- DIRECTIONS FOR THIS TASK:
Practice item. Set the material below down again exactly, with no pictures.

- GIVEN INFORMATION:
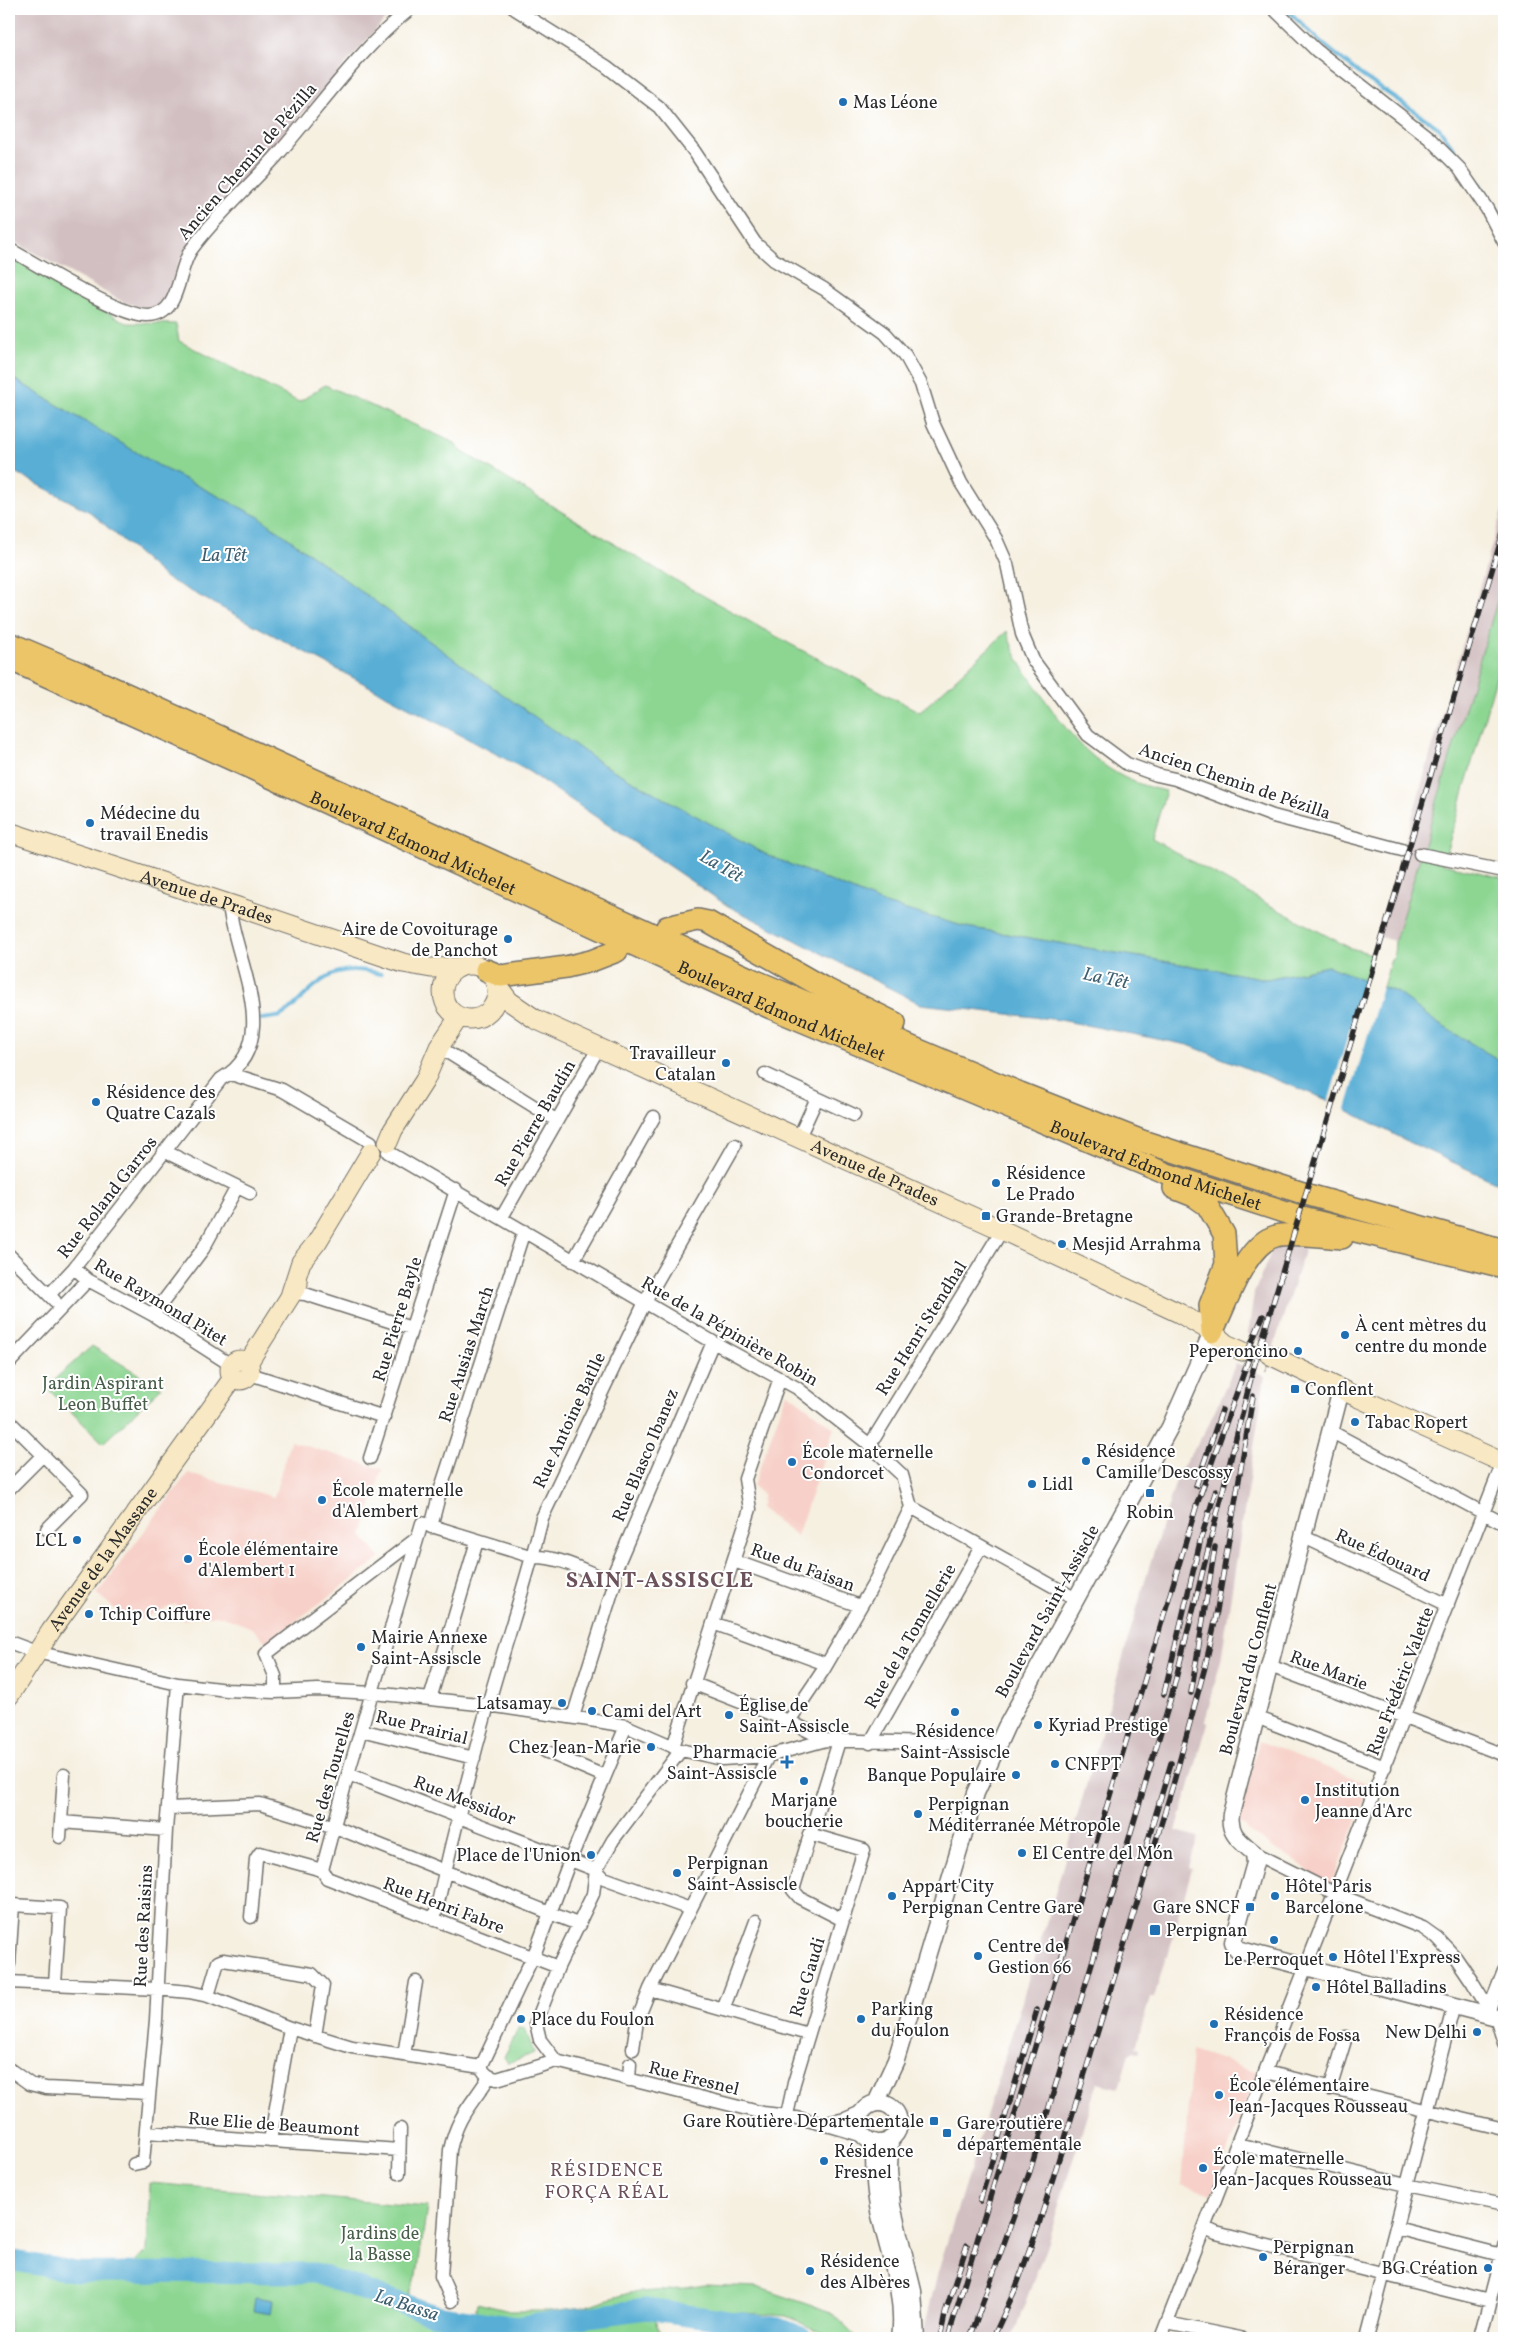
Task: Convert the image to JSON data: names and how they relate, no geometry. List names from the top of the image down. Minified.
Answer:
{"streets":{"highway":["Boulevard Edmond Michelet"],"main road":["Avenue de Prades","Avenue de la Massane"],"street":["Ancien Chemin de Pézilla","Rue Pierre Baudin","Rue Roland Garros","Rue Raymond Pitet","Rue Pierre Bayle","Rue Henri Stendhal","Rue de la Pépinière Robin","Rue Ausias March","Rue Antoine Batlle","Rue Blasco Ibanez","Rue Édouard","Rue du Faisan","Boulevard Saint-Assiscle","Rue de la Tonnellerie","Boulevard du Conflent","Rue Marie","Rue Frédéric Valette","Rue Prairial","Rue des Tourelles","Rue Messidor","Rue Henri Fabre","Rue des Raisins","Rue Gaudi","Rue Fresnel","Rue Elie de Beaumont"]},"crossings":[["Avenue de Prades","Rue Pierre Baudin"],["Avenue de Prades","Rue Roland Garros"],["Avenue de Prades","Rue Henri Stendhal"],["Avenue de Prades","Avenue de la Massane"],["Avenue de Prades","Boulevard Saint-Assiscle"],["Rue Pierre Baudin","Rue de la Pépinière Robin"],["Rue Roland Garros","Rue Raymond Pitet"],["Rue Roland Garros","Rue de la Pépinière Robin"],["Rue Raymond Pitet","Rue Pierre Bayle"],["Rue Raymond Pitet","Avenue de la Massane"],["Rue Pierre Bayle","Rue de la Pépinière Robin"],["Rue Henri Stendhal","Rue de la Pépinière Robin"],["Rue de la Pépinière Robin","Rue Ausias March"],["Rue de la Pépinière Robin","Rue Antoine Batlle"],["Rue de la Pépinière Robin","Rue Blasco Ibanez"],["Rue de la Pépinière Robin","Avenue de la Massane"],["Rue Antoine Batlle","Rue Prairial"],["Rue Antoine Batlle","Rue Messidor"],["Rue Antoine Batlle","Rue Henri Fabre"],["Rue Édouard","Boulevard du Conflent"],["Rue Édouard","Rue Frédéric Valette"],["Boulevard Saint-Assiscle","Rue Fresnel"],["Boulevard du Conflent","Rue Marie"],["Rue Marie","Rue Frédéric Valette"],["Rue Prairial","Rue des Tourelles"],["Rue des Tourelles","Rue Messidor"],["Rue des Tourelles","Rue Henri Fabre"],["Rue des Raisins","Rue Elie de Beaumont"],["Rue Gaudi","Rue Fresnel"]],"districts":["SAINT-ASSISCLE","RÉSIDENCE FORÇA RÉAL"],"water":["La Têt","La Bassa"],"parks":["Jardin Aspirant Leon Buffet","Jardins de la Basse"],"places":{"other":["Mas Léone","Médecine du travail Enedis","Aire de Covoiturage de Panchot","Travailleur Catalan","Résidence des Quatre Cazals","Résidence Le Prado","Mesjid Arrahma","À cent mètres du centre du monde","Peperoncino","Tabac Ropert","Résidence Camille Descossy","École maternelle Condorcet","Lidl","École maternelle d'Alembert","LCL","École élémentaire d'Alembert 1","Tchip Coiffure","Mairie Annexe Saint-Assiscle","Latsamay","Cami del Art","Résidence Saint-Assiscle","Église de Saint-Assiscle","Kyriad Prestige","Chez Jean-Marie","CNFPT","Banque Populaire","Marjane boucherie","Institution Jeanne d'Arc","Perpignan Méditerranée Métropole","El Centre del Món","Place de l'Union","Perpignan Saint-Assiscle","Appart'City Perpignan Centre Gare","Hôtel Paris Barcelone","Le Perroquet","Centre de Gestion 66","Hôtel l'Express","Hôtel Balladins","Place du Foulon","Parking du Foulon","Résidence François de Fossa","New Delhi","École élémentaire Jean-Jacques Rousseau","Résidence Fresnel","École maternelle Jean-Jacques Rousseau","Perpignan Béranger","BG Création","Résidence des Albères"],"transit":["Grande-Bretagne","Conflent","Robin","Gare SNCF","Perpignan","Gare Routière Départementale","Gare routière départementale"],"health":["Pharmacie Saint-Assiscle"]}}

- SOLVED PROBLEM:
Task: Convert the image to JSON data: names and how they relate, no geometry. List names from the top of the image down. Minified.
Answer:
{"streets":{"highway":["Boulevard Edmond Michelet"],"main road":["Avenue de Prades","Avenue de la Massane"],"street":["Ancien Chemin de Pézilla","Rue Pierre Baudin","Rue Roland Garros","Rue Raymond Pitet","Rue Pierre Bayle","Rue Henri Stendhal","Rue de la Pépinière Robin","Rue Ausias March","Rue Antoine Batlle","Rue Blasco Ibanez","Rue Édouard","Rue du Faisan","Boulevard Saint-Assiscle","Rue de la Tonnellerie","Boulevard du Conflent","Rue Marie","Rue Frédéric Valette","Rue Prairial","Rue des Tourelles","Rue Messidor","Rue Henri Fabre","Rue des Raisins","Rue Gaudi","Rue Fresnel","Rue Elie de Beaumont"]},"crossings":[["Avenue de Prades","Rue Pierre Baudin"],["Avenue de Prades","Rue Roland Garros"],["Avenue de Prades","Rue Henri Stendhal"],["Avenue de Prades","Avenue de la Massane"],["Avenue de Prades","Boulevard Saint-Assiscle"],["Rue Pierre Baudin","Rue de la Pépinière Robin"],["Rue Roland Garros","Rue Raymond Pitet"],["Rue Roland Garros","Rue de la Pépinière Robin"],["Rue Raymond Pitet","Rue Pierre Bayle"],["Rue Raymond Pitet","Avenue de la Massane"],["Rue Pierre Bayle","Rue de la Pépinière Robin"],["Rue Henri Stendhal","Rue de la Pépinière Robin"],["Rue de la Pépinière Robin","Rue Ausias March"],["Rue de la Pépinière Robin","Rue Antoine Batlle"],["Rue de la Pépinière Robin","Rue Blasco Ibanez"],["Rue de la Pépinière Robin","Avenue de la Massane"],["Rue Antoine Batlle","Rue Prairial"],["Rue Antoine Batlle","Rue Messidor"],["Rue Antoine Batlle","Rue Henri Fabre"],["Rue Édouard","Boulevard du Conflent"],["Rue Édouard","Rue Frédéric Valette"],["Boulevard Saint-Assiscle","Rue Fresnel"],["Boulevard du Conflent","Rue Marie"],["Rue Marie","Rue Frédéric Valette"],["Rue Prairial","Rue des Tourelles"],["Rue des Tourelles","Rue Messidor"],["Rue des Tourelles","Rue Henri Fabre"],["Rue des Raisins","Rue Elie de Beaumont"],["Rue Gaudi","Rue Fresnel"]],"districts":["SAINT-ASSISCLE","RÉSIDENCE FORÇA RÉAL"],"water":["La Têt","La Bassa"],"parks":["Jardin Aspirant Leon Buffet","Jardins de la Basse"],"places":{"other":["Mas Léone","Médecine du travail Enedis","Aire de Covoiturage de Panchot","Travailleur Catalan","Résidence des Quatre Cazals","Résidence Le Prado","Mesjid Arrahma","À cent mètres du centre du monde","Peperoncino","Tabac Ropert","Résidence Camille Descossy","École maternelle Condorcet","Lidl","École maternelle d'Alembert","LCL","École élémentaire d'Alembert 1","Tchip Coiffure","Mairie Annexe Saint-Assiscle","Latsamay","Cami del Art","Résidence Saint-Assiscle","Église de Saint-Assiscle","Kyriad Prestige","Chez Jean-Marie","CNFPT","Banque Populaire","Marjane boucherie","Institution Jeanne d'Arc","Perpignan Méditerranée Métropole","El Centre del Món","Place de l'Union","Perpignan Saint-Assiscle","Appart'City Perpignan Centre Gare","Hôtel Paris Barcelone","Le Perroquet","Centre de Gestion 66","Hôtel l'Express","Hôtel Balladins","Place du Foulon","Parking du Foulon","Résidence François de Fossa","New Delhi","École élémentaire Jean-Jacques Rousseau","Résidence Fresnel","École maternelle Jean-Jacques Rousseau","Perpignan Béranger","BG Création","Résidence des Albères"],"transit":["Grande-Bretagne","Conflent","Robin","Gare SNCF","Perpignan","Gare Routière Départementale","Gare routière départementale"],"health":["Pharmacie Saint-Assiscle"]}}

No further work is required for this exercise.